▸ **Recorded data**:
_ _ _ _
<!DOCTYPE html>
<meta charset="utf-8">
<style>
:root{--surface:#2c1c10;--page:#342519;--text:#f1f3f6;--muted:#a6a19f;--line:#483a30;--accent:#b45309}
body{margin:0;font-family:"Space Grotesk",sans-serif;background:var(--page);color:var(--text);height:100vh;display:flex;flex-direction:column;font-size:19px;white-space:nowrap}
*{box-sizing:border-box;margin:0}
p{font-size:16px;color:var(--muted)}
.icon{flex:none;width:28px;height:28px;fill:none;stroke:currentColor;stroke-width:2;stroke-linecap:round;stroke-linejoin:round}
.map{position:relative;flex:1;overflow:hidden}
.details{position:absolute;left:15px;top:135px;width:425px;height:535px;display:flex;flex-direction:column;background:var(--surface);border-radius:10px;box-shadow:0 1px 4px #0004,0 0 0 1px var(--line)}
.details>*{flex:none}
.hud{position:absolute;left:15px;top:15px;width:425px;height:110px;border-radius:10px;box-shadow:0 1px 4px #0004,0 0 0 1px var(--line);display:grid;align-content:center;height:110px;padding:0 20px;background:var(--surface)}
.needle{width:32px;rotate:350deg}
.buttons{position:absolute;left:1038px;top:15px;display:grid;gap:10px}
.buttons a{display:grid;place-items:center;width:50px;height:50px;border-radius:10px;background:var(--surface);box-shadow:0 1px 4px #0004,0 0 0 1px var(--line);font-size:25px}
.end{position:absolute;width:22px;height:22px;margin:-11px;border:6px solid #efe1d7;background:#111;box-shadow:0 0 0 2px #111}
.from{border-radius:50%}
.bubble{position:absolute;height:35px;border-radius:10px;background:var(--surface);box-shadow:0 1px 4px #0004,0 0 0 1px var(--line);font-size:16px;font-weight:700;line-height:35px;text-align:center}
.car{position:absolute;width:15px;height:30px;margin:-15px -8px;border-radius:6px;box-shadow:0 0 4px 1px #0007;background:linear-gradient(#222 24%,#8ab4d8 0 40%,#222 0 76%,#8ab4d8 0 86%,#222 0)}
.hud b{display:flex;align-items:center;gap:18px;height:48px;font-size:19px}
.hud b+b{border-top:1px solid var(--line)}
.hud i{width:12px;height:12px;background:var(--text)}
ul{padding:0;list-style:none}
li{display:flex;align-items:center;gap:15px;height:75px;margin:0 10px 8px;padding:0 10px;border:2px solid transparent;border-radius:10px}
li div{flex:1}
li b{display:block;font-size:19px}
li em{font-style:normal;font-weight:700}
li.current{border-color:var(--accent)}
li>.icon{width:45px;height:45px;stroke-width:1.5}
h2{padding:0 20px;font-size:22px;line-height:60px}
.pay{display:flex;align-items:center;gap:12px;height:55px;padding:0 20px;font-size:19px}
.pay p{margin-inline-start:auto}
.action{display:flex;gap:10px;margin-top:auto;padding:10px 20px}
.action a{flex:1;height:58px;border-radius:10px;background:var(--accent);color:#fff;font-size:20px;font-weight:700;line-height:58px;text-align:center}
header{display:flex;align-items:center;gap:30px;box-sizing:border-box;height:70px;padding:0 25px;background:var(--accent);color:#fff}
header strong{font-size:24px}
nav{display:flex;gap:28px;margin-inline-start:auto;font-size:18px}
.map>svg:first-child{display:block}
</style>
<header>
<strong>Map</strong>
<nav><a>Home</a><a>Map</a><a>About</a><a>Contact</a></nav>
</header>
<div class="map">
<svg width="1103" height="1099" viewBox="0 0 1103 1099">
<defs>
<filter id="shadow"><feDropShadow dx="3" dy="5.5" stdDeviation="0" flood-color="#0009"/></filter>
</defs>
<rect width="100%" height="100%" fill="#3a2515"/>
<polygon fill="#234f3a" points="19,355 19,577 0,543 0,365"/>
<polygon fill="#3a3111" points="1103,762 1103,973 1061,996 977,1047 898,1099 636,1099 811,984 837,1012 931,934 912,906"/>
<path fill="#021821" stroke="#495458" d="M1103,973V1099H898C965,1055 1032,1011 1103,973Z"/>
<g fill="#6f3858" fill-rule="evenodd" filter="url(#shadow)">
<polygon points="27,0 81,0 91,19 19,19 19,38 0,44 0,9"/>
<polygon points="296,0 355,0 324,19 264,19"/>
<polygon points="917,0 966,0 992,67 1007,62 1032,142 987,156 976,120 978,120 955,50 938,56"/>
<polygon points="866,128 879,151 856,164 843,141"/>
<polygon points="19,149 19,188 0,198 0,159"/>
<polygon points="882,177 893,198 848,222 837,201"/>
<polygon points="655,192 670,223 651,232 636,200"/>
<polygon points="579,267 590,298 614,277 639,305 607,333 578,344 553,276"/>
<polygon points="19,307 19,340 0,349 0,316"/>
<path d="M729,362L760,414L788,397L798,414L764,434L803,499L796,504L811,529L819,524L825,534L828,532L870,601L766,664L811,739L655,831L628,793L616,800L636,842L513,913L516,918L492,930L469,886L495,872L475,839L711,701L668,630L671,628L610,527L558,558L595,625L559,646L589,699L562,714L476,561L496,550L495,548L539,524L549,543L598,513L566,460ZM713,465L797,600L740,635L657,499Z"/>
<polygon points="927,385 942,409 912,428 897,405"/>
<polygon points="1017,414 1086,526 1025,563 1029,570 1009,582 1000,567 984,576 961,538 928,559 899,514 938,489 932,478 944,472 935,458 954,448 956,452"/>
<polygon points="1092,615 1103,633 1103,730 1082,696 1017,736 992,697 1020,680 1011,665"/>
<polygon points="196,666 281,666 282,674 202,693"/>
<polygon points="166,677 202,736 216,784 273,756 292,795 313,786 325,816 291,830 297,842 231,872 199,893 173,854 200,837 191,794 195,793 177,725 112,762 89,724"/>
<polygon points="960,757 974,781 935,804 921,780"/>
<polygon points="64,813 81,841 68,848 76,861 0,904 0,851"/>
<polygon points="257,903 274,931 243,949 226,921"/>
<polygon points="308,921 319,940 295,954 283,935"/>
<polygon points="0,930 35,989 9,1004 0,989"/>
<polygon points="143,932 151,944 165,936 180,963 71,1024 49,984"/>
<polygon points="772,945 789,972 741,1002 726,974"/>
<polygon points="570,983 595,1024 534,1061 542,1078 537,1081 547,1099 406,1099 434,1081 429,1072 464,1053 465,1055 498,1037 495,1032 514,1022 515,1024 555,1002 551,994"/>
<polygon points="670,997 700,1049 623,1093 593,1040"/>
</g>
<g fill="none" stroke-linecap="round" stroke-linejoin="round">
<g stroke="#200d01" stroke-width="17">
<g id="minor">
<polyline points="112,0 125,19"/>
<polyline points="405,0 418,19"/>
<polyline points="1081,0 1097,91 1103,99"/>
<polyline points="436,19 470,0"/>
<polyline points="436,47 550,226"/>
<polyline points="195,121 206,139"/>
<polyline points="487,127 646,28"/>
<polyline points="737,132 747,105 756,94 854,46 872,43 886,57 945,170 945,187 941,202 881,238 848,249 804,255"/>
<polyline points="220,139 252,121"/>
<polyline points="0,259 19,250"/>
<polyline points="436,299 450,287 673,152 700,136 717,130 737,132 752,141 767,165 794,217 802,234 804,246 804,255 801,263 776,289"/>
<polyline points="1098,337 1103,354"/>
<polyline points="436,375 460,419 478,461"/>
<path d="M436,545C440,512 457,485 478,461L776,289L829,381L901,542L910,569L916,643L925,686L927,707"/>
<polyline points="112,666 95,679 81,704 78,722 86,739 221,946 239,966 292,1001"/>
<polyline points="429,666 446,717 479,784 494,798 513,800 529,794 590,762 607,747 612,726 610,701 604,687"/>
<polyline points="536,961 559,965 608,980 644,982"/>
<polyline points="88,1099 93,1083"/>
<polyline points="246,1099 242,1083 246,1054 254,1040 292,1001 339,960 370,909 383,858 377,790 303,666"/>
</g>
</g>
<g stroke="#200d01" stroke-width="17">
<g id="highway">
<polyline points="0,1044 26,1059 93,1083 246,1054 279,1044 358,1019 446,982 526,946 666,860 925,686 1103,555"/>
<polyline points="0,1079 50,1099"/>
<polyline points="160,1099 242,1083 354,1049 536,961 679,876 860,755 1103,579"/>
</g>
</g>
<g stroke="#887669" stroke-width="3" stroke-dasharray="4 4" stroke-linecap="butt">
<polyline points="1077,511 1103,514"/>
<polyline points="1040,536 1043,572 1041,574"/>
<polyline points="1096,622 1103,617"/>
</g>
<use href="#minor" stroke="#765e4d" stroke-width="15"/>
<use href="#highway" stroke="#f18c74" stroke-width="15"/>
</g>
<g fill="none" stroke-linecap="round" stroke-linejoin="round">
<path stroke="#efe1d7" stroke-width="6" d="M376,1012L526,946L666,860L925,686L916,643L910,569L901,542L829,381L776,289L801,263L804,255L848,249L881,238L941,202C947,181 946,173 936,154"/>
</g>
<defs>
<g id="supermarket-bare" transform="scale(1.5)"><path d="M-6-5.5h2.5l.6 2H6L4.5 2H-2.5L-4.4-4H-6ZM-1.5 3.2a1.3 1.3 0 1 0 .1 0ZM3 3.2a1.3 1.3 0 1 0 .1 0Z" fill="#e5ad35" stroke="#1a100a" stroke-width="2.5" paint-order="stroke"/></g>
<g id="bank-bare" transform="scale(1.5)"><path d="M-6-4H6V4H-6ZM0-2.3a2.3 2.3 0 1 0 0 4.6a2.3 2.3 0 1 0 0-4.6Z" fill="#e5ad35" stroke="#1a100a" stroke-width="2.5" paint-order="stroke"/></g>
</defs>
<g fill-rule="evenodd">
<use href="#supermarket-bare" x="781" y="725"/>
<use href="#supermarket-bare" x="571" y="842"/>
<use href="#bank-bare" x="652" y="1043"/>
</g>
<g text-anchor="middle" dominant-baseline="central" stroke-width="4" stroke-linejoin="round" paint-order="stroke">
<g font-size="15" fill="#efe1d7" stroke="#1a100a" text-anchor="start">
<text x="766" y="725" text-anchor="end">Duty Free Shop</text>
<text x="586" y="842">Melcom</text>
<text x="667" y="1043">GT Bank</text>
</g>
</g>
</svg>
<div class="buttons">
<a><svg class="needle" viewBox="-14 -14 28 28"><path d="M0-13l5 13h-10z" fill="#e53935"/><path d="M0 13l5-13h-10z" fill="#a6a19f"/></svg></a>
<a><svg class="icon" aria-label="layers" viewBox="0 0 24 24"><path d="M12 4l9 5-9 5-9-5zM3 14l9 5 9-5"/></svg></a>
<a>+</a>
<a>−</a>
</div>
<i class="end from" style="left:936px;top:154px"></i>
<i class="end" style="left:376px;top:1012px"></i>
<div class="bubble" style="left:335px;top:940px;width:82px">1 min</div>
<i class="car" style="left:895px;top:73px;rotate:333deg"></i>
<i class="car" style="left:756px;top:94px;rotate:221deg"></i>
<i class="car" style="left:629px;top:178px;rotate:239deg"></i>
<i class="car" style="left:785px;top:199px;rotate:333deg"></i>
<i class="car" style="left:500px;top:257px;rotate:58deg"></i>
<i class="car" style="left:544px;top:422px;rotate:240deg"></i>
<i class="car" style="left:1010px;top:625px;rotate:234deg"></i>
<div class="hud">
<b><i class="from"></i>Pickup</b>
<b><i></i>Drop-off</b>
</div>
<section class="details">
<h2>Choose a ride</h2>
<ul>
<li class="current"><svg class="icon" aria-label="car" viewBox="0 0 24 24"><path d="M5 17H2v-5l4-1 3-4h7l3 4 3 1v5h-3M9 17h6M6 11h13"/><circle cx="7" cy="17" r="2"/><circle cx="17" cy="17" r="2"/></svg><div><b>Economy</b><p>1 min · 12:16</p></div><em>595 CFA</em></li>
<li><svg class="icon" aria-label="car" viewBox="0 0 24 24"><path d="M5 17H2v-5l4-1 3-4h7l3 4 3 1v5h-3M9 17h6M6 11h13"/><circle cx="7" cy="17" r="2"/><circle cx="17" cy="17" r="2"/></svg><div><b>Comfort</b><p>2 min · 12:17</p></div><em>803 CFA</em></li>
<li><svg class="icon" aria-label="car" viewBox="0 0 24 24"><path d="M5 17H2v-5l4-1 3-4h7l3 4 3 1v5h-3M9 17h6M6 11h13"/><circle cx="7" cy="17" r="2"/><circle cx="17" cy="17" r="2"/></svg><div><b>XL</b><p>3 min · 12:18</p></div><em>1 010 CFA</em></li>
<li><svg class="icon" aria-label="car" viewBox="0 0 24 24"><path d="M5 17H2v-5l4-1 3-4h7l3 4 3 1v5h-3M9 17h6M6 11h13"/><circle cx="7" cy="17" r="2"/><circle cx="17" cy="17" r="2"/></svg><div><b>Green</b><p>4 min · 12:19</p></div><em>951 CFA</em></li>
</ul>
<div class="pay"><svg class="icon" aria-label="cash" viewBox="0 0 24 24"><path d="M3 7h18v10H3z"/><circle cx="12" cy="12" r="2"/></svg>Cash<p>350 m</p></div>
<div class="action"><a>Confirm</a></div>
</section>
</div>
_ _ _ _
▸ **Task description**: Determine how many lines of the data include the word "auto". Reply with the count and no other text.

▸ **Exercise output**: 3